Owning multiple properties can be a challenge, as it comes with a lot of responsibility. If your financial hardship has led you to consider bankruptcy, you may be concerned about how bankruptcy will affect your life. Some bankruptcy options can result in loss of assets, so does this mean that your multiple properties are at risk?
There is a lot to know about bankruptcy and how it can benefit your future. One of the first things you should know about is that there are multiple options for bankruptcy, and each choice has different outcomes.
With this option of bankruptcy, the applicant sells off any nonessential assets to offset their debts. The courts will then discharge any remaining unsecured debts like credit card debt. Exemptions protect the possessions an applicant will not need to sell. These exemptions are for protecting essential assets like a car, clothing, furniture, or a primary residence. Non-primary assets like rental properties are typically not exempt, meaning the applicant will need to sell those assets to offset their debt.

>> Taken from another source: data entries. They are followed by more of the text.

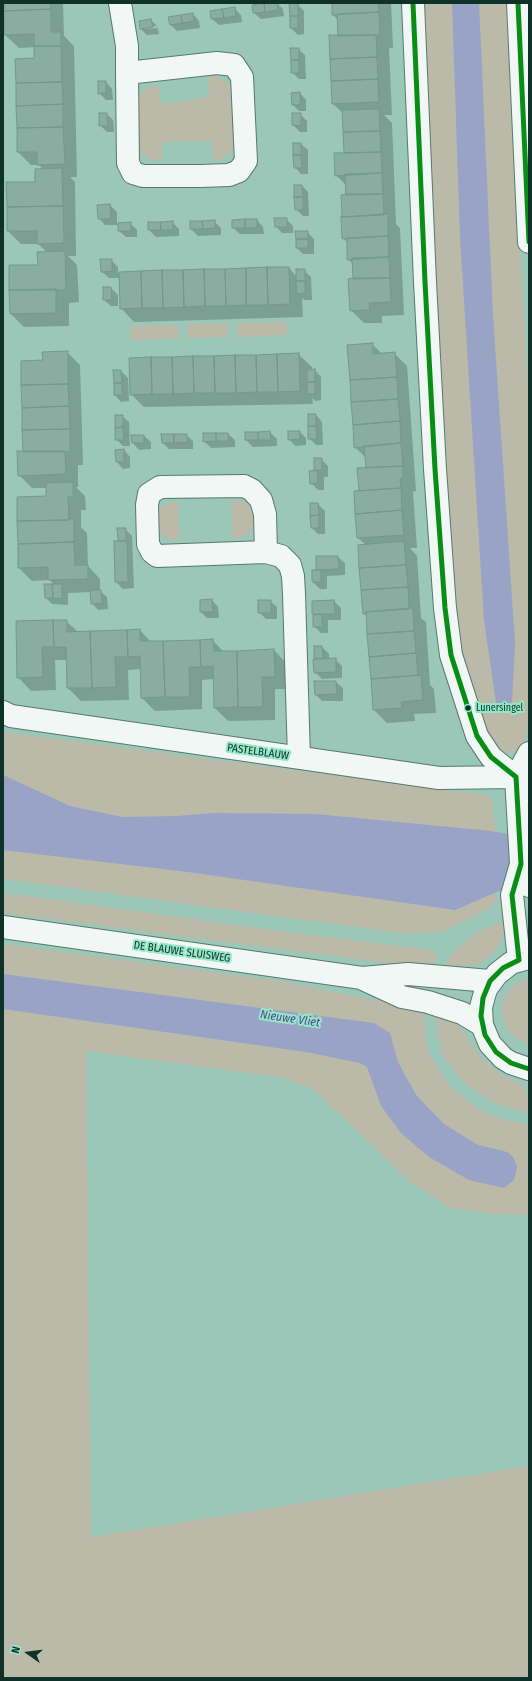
<!DOCTYPE html>
<html>
<head>
<meta charset="utf-8">
<style>
	body { margin:0 }
	#map { position:relative; width:532px; height:1681px; overflow:hidden; background:#9ac7b7; font-family:"Fira Sans Condensed",sans-serif }
	canvas { display:block }
	.frame { position:absolute; inset:0; border:4px solid #0e3227; pointer-events:none }
	.north { position:absolute; left:8px; top:1633px; width:40px; height:40px; -webkit-text-stroke:3px #94e7c8; paint-order:stroke; rotate:284deg; font-size:11px; font-weight:700; line-height:16px; text-align:center; color:#0e3227 }
	.north::after { content:''; display:block; margin:auto; width:14px; height:18px; background:#0e3227; clip-path:polygon(50% 0,100% 100%,50% 72%,0 100%) }
</style>
</head>
<body>
<div id="map">
<canvas width="532" height="1681"></canvas>
<div class="frame"></div>
<div class="north">N</div>
</div>
<script>
const c = document.querySelector('canvas').getContext('2d');
c.lineJoin = 'round';
function paint(path, color) { c.fillStyle = color; c.fill(path, 'evenodd'); }
const toPath = rows => new Path2D(rows.map(r => 'M' + r).join(''));
function strokePath(path, color, width, dash) { c.strokeStyle = color; c.lineWidth = width; c.lineCap = dash ? 'butt' : 'round'; c.setLineDash(dash || []); c.stroke(path); }
function label(font, color, halo, rows, align = 'center') {
  c.font = font + ' "Fira Sans Condensed",sans-serif'; c.lineWidth = 4; c.setLineDash([]); c.textBaseline = 'middle'; c.strokeStyle = halo; c.fillStyle = color; for (const [text, x, y, turn = 0] of rows) {
    c.save(); c.translate(x, y); c.rotate((+turn || 0) * Math.PI / 180); c.textAlign = isNaN(turn) ? turn : align; if (halo) c.strokeText(text, 0, 0); c.fillText(text, 0, 0); c.restore();
  }
}
const green = toPath([
	[423,3,452,3,460,236,515,643,493,316,479,3,510,3,518,213,529,399,529,723,524,743,517,751,507,752,497,750,487,740,462,659,456,619,437,311],
	[214,76,229,83,233,90,235,142,233,149,221,161,212,159,212,141,162,142,162,161,150,160,140,151,138,145,137,103,140,95,147,87,158,84,161,104,209,97,207,78],
	[287,322,287,335,238,337,237,323],
	[228,323,229,337,188,338,187,324],
	[178,325,179,338,130,340,130,326],
	[231,500,240,500,247,504,252,511,254,520,253,528,248,534,240,538,233,539],
	[178,501,179,541,171,541,164,537,159,531,157,514,162,507,169,502],
	[3,732,491,796,496,832,315,814,214,813,177,816,122,817,70,806,3,775],
	[3,850,188,872,455,910,495,893,497,897,492,907,442,932,409,934,3,879],
	[3,893,287,932,432,950,437,955,436,959,431,969,3,913],
	[507,919,508,925,496,951,480,964,443,970,452,954,475,933],
	[3,944,280,981,423,1010,428,1053,453,1090,482,1111,505,1120,529,1124,529,1215,490,1214,451,1208,413,1184,313,1089,284,1078,86,1051,91,1537,529,1466,529,1678,3,1678,3,1009,306,1052,360,1063,367,1067,381,1106,401,1133,429,1157,504,1187,514,1180,513,1157,507,1152,478,1145,444,1124,416,1094,398,1062,390,1033,374,1023,3,974],
	[529,979,529,1043,524,1042,513,1036,506,1027,502,1015,502,1003,506,994,513,986,521,981],
	[434,1012,447,1016,460,1026,481,1058,502,1075,522,1085,529,1096,529,1112,525,1112,495,1104,465,1084,442,1055]
]);
const water = toPath([
	[452,3,479,3,493,316,515,643,512,702,504,707,496,703,484,620,460,236],
	[3,775,70,806,122,817,177,816,214,813,315,814,491,831,529,838,529,889,499,891,455,910,188,872,3,850],
	[3,974,374,1023,390,1033,398,1062,416,1095,444,1124,478,1145,507,1152,513,1157,517,1167,514,1180,504,1188,469,1180,429,1157,401,1133,381,1106,367,1067,360,1063,306,1052,3,1009]
]);
const shadow = toPath([
	[5,3,63,3,64,36,74,46,77,177,70,177,75,182,76,256,68,256,77,265,79,302,69,303,69,326,24,327,11,314,47,252,38,244,21,244,8,231,7,183,36,183,43,169,39,165,31,165,18,152,35,59,35,47,19,48,5,35],
	[272,3,277,3,283,9,284,16,261,19,254,13],
	[333,3,391,3,393,48,389,48,392,115,384,115,392,123,396,224,400,228,404,315,382,316,382,323,364,323,351,310,354,279,354,265,348,259,348,243,343,238,342,216,342,196,347,195,347,186,336,175,345,153,344,114,333,104,339,36,338,20,333,15],
	[297,4,304,11,304,34,298,35,291,28],
	[234,8,241,15,242,22,219,25,212,19],
	[193,14,199,21,200,28,177,31,171,25],
	[151,20,157,26,145,27,145,29,158,28,157,26,159,34,147,35,141,29],
	[298,49,305,55,306,79,299,79,292,72],
	[106,82,112,89,113,100,106,100,99,93],
	[300,93,306,100,306,111,299,111,293,105],
	[107,114,113,120,114,132,107,132,100,125],
	[300,114,307,121,307,132,300,132,293,125],
	[301,144,308,150,308,174,301,174,295,167],
	[302,186,308,192,309,216,303,216,296,209],
	[110,205,117,212,117,224,130,223,137,230,137,237,126,237,119,231,119,225,105,225,99,218],
	[286,219,293,226,293,233,282,233,276,226],
	[257,220,263,227,264,234,240,234,233,228],
	[214,221,221,228,221,235,198,236,191,229],
	[172,222,179,229,179,236,156,237,149,230],
	[307,232,314,239,314,254,303,254,297,248],
	[111,260,118,267,118,273,289,268,297,277,304,270,311,277,312,300,304,300,302,298,303,317,134,322,121,308,120,278,109,278,102,272],
	[111,288,118,295,118,306,111,306,104,300],
	[372,344,382,354,394,353,407,366,416,491,413,492,417,548,410,548,417,556,421,618,426,622,430,685,434,689,436,713,414,714,415,721,387,723,374,710,367,617,364,613,366,545,358,538,360,491,367,468,366,458,355,447],
	[67,352,80,365,83,465,78,465,78,487,76,487,85,496,86,510,81,510,81,527,87,533,88,566,100,579,100,591,107,597,108,609,98,610,92,603,91,592,68,593,68,605,52,604,46,598,54,585,50,580,32,581,19,568,47,497,47,488,32,488,19,475,44,361],
	[298,354,312,367,312,370,315,370,321,377,321,400,315,401,312,398,313,404,144,407,131,394],
	[121,371,128,378,129,401,121,402,115,395],
	[316,415,322,422,323,445,316,445,309,438],
	[122,416,129,422,130,446,123,446,116,439],
	[270,432,277,439,277,446,253,447,246,440],
	[300,432,306,438,306,445,295,446,289,439],
	[228,434,235,440,235,447,211,448,204,441],
	[186,435,193,441,193,449,169,449,163,443],
	[132,436,144,436,151,442,151,449,139,450,133,443],
	[124,450,130,457,130,468,123,469,117,462],
	[321,459,328,466,328,477,324,477,324,490,318,490,311,483],
	[318,504,325,511,325,534,318,534,312,528],
	[125,529,132,536,134,588,123,589,116,582,115,542,119,542],
	[317,557,338,557,345,563,345,575,327,576,327,589,320,589,313,582,313,571,317,571],
	[212,600,218,607,219,618,207,618,201,612],
	[270,601,277,607,277,619,266,619,259,612],
	[334,601,341,608,341,620,328,620,328,633,321,633,314,626,313,602],
	[66,621,78,632,140,630,151,642,213,641,224,652,274,650,287,664,288,689,275,689,275,720,228,721,215,708,214,679,202,680,202,709,155,711,142,698,141,669,128,670,129,700,81,701,68,688,67,660,55,660,56,690,31,691,18,677,17,622],
	[315,647,322,647,329,654,329,660,335,659,342,666,342,678,322,679,315,672],
	[336,682,343,688,343,701,322,701,315,694]
]);
const building = toPath([
	[4,3,50,3,51,9,4,11,4,3],
	[264,3,265,12,253,13,252,5,264,3],
	[264,3,277,3,278,10,265,12,264,3],
	[289,3,298,3,298,16,290,16,289,3],
	[332,3,378,3,379,12,332,15,332,3],
	[235,7,236,16,224,18,222,9,235,7],
	[51,9,51,32,61,32,61,46,34,46,34,34,4,35,4,11,51,9],
	[222,9,224,18,211,19,210,11,222,9],
	[379,12,380,35,338,36,337,14,379,12],
	[193,13,194,21,182,23,181,15,193,13],
	[181,15,182,23,170,25,168,17,181,15],
	[290,16,298,16,298,28,290,28,290,16],
	[151,19,153,27,140,29,139,21,151,19],
	[329,35,376,35,377,57,330,59,329,35],
	[34,46,61,46,62,82,16,83,15,59,34,58,34,46],
	[290,48,299,48,299,60,291,60,290,48],
	[377,57,378,79,331,81,330,59,377,57],
	[291,60,299,60,299,73,291,73,291,60],
	[378,79,379,102,332,104,331,81,378,79],
	[98,81,106,81,106,93,98,94,98,81],
	[62,82,63,104,16,106,16,83,62,82],
	[300,92,300,105,292,105,291,93,300,92],
	[63,104,63,127,17,128,16,106,63,104],
	[379,109,380,131,343,132,342,110,379,109],
	[99,113,107,113,108,126,99,126,99,113],
	[292,113,301,113,301,126,292,125,292,113],
	[63,127,65,164,37,165,37,152,17,152,17,128,63,127],
	[380,131,381,152,344,153,343,132,380,131],
	[293,143,301,143,301,155,293,155,293,143],
	[381,152,382,173,335,176,334,153,381,152],
	[293,155,301,155,302,168,294,168,293,155],
	[62,168,63,206,7,207,6,182,35,182,35,169,62,168],
	[382,173,383,194,346,195,345,174,382,173],
	[294,185,302,185,303,197,294,197,294,185],
	[346,194,383,194,384,215,342,217,341,195,346,194],
	[294,197,303,197,303,210,295,210,294,197],
	[110,204,111,219,98,219,97,205,110,204],
	[63,206,64,243,37,244,37,231,7,231,7,207,63,206],
	[384,214,388,214,388,236,342,239,341,216,342,217,384,214],
	[274,218,287,218,287,227,275,227,274,218],
	[245,219,245,228,232,228,232,220,245,219],
	[245,219,257,219,257,228,245,228,245,219],
	[215,220,215,228,203,229,202,221,215,220],
	[173,221,173,230,161,230,160,222,173,221],
	[190,221,202,221,203,229,190,229,190,221],
	[131,222,131,231,118,231,118,223,131,222],
	[148,222,160,222,161,230,148,230,148,222],
	[295,231,308,231,308,239,296,239,295,231],
	[388,236,389,257,347,260,347,238,388,236],
	[296,239,308,239,308,248,296,248,296,239],
	[65,251,66,290,9,290,9,265,38,265,37,252,65,251],
	[389,257,390,278,353,279,352,258,389,257],
	[100,259,112,259,112,271,101,272,100,259],
	[267,267,268,305,246,305,246,268,267,267],
	[267,267,289,267,290,304,268,305,267,267],
	[246,268,246,305,226,306,225,269,246,268],
	[204,269,205,306,184,307,183,270,204,269],
	[204,269,225,269,226,306,205,306,204,269],
	[296,269,305,269,305,281,296,281,296,269],
	[162,270,183,270,184,307,163,308,162,270],
	[162,270,163,308,142,308,141,271,162,270],
	[141,271,142,308,120,309,119,272,141,271],
	[353,278,390,278,391,302,369,303,370,310,350,311,348,279,353,278],
	[296,281,305,281,305,293,297,294,296,281],
	[103,287,111,287,112,300,103,300,103,287],
	[56,289,56,313,10,314,9,290,56,289],
	[373,343,373,354,395,352,397,377,350,380,347,345,373,343],
	[68,351,68,384,21,385,21,361,43,360,42,352,68,351],
	[299,353,300,391,278,392,277,354,299,353],
	[277,354,278,392,257,392,256,355,277,354],
	[235,355,256,355,257,392,236,393,235,355],
	[235,355,236,393,215,393,214,356,235,355],
	[193,356,194,393,173,394,172,357,193,356],
	[193,356,214,356,215,393,194,393,193,356],
	[151,357,152,394,130,395,129,358,151,357],
	[151,357,172,357,173,394,152,394,151,357],
	[315,369,315,382,307,382,307,370,315,369],
	[113,370,121,370,122,383,114,383,113,370],
	[397,377,398,399,351,402,350,380,397,377],
	[307,382,315,382,315,394,307,394,307,382],
	[114,383,122,383,122,395,114,395,114,383],
	[68,384,69,406,22,408,21,385,68,384],
	[398,399,400,421,353,425,351,402,398,399],
	[69,406,70,429,22,430,22,408,69,406],
	[308,414,316,414,316,426,308,426,308,414],
	[115,415,123,415,123,427,115,428,115,415],
	[400,421,401,443,354,448,353,425,400,421],
	[308,426,316,426,317,439,308,439,308,426],
	[123,427,124,440,115,440,115,428,123,427],
	[70,429,70,452,23,452,22,430,70,429],
	[270,431,271,440,258,440,258,432,270,431],
	[288,431,300,431,300,439,288,440,288,431],
	[245,432,258,432,258,440,245,440,245,432],
	[203,433,216,433,216,441,203,442,203,433],
	[216,433,228,433,229,441,216,441,216,433],
	[161,434,174,434,174,443,162,443,161,434],
	[174,434,187,434,187,442,174,443,174,434],
	[131,435,144,435,144,443,132,443,131,435],
	[401,443,403,466,366,468,364,446,401,443],
	[124,449,124,462,116,462,115,450,124,449],
	[17,451,65,451,66,474,18,476,17,451],
	[314,458,322,458,322,470,314,471,314,458],
	[403,466,403,478,400,479,401,488,359,491,357,468,403,466],
	[317,470,318,483,310,484,309,471,317,470],
	[73,482,73,497,68,497,69,520,17,521,17,497,46,496,46,483,73,482],
	[401,488,402,510,355,514,354,491,401,488],
	[310,503,318,503,319,515,310,516,310,503],
	[402,510,404,535,357,538,355,514,402,510],
	[319,515,319,528,311,528,310,516,319,515],
	[69,519,74,519,74,542,18,544,17,521,69,520,69,519],
	[117,528,126,528,126,541,118,541,117,528],
	[114,541,127,541,128,582,115,582,114,541],
	[404,541,406,565,359,568,358,545,404,541],
	[74,542,75,565,88,565,88,579,48,580,48,567,18,568,18,544,74,542],
	[316,556,338,556,339,569,316,570,316,556],
	[406,565,408,587,361,590,359,568,406,565],
	[312,570,321,570,321,582,312,582,312,570],
	[44,584,52,584,53,598,45,598,44,584],
	[52,584,62,584,62,598,53,599,52,584],
	[408,587,409,609,366,612,366,614,363,614,361,590,408,587],
	[90,590,101,590,102,603,91,604,90,590],
	[212,599,213,612,200,612,200,600,212,599],
	[258,600,271,600,271,613,258,613,258,600],
	[334,600,335,614,312,614,312,601,334,600],
	[409,608,413,608,414,631,367,634,366,612,409,608],
	[322,614,322,627,313,627,313,615,322,614],
	[53,620,54,647,42,647,43,677,17,678,16,621,53,620],
	[53,620,67,620,67,632,90,631,92,688,67,688,66,647,54,647,53,620],
	[140,629,140,641,163,641,165,697,141,698,140,656,128,657,127,630,140,629],
	[127,630,128,657,115,657,116,687,92,688,90,631,127,630],
	[414,631,416,653,369,657,367,634,414,631],
	[213,639,214,651,237,651,238,707,214,708,213,666,201,667,200,640,213,639],
	[200,640,201,667,189,667,190,697,165,697,163,641,200,640],
	[314,646,322,646,323,659,314,658,314,646],
	[274,649,275,677,262,677,263,707,238,707,237,651,274,649],
	[416,653,418,675,371,679,369,657,416,653],
	[336,658,336,672,314,673,313,659,336,658],
	[421,675,423,700,401,702,402,708,373,710,371,679,421,675],
	[314,681,336,681,337,694,315,695,314,681]
]);
const minor = toPath([
	[120,3,127,46,127,73,128,163,133,173,143,176,201,176,229,175,239,171,246,161,242,77,234,65,217,63,127,73],
	[413,3,425,282,435,469,445,608,451,655,477,736,491,757,516,777,529,784],
	[518,3,529,242],
	[266,552,265,514,261,500,252,490,244,486,160,487,149,494,147,505,148,544,152,552,157,556,266,552,281,556,290,565,293,576,294,594,299,758],
	[3,712,11,716,439,778,516,777],
	[529,753,516,777,521,864,529,886],
	[519,960,512,895,521,864]
]);
const major = toPath([
	[3,927,362,978,408,974,490,981],
	[529,958,511,963,497,974,486,989,481,1007,482,1025,490,1044,503,1058,511,1063,529,1069],
	[363,979,402,997,428,1002,462,1013,482,1025]
]);
const bus1 = toPath([
	[413,3,425,282,435,469,445,608,451,655,477,736,491,757,516,777,521,864,512,895,519,960],
	[518,3,529,242],
	[519,960,503,968,490,981,483,998,481,1016,485,1035,496,1052,511,1063,529,1069]
]);
const markers = [
	[468,708,3.5,"#0e3227"]
];
const busNames = [
	["Lunersingel",476,708]
];
const streetNames = [
	["PASTELBLAUW",258,752,8],
	["DE BLAUWE SLUISWEG",182,952,8]
];
const waterNames = [
	["Nieuwe Vliet",290,1019,8]
];
paint(green, '#bbb9a7');
paint(water, '#99a3c6');
paint(shadow, '#0003');
paint(building, '#89ada0');
strokePath(building, '#74998c', 1);
strokePath(minor, '#56796e', 24);
strokePath(major, '#56796e', 24);
strokePath(minor, '#f0f7f4', 22);
strokePath(major, '#f0f7f4', 22);
strokePath(bus1, '#088e15', 5);
for (const [x, y, r, color] of markers) { const dot = new Path2D(); dot.arc(x, y, r, 0, 2 * Math.PI); c.fillStyle = color; c.fill(dot); strokePath(dot, '#94e7c8', 1.5); }
label('10px', '#0e3227', '#94e7c8', busNames, 'left');
label('11px', '#0e3227', '#94e7c8', streetNames);
label('italic 12px', '#53478e', '#94e7c8', waterNames);
</script>
</body>
</html>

This option of bankruptcy allows an applicant to keep their investment properties. Instead of selling off nonessential assets before discharging their unsecured debts, Chapter 13 bankruptcy develops a repayment plan for the applicant in usually a three-year plan or five-year plan. At the end of the payment period, the courts discharge the remaining debt. This option is standard for those who have regular income to continue their monthly payments.
Weigh your options with a lawyer
Bankruptcy attorneys know how to determine the outcome of your bankruptcy decisions. They can help you choose the option that upholds your best interests. Whether you are prepared to give up your multiple properties or looking to protect them, there is a bankruptcy option that meets your needs.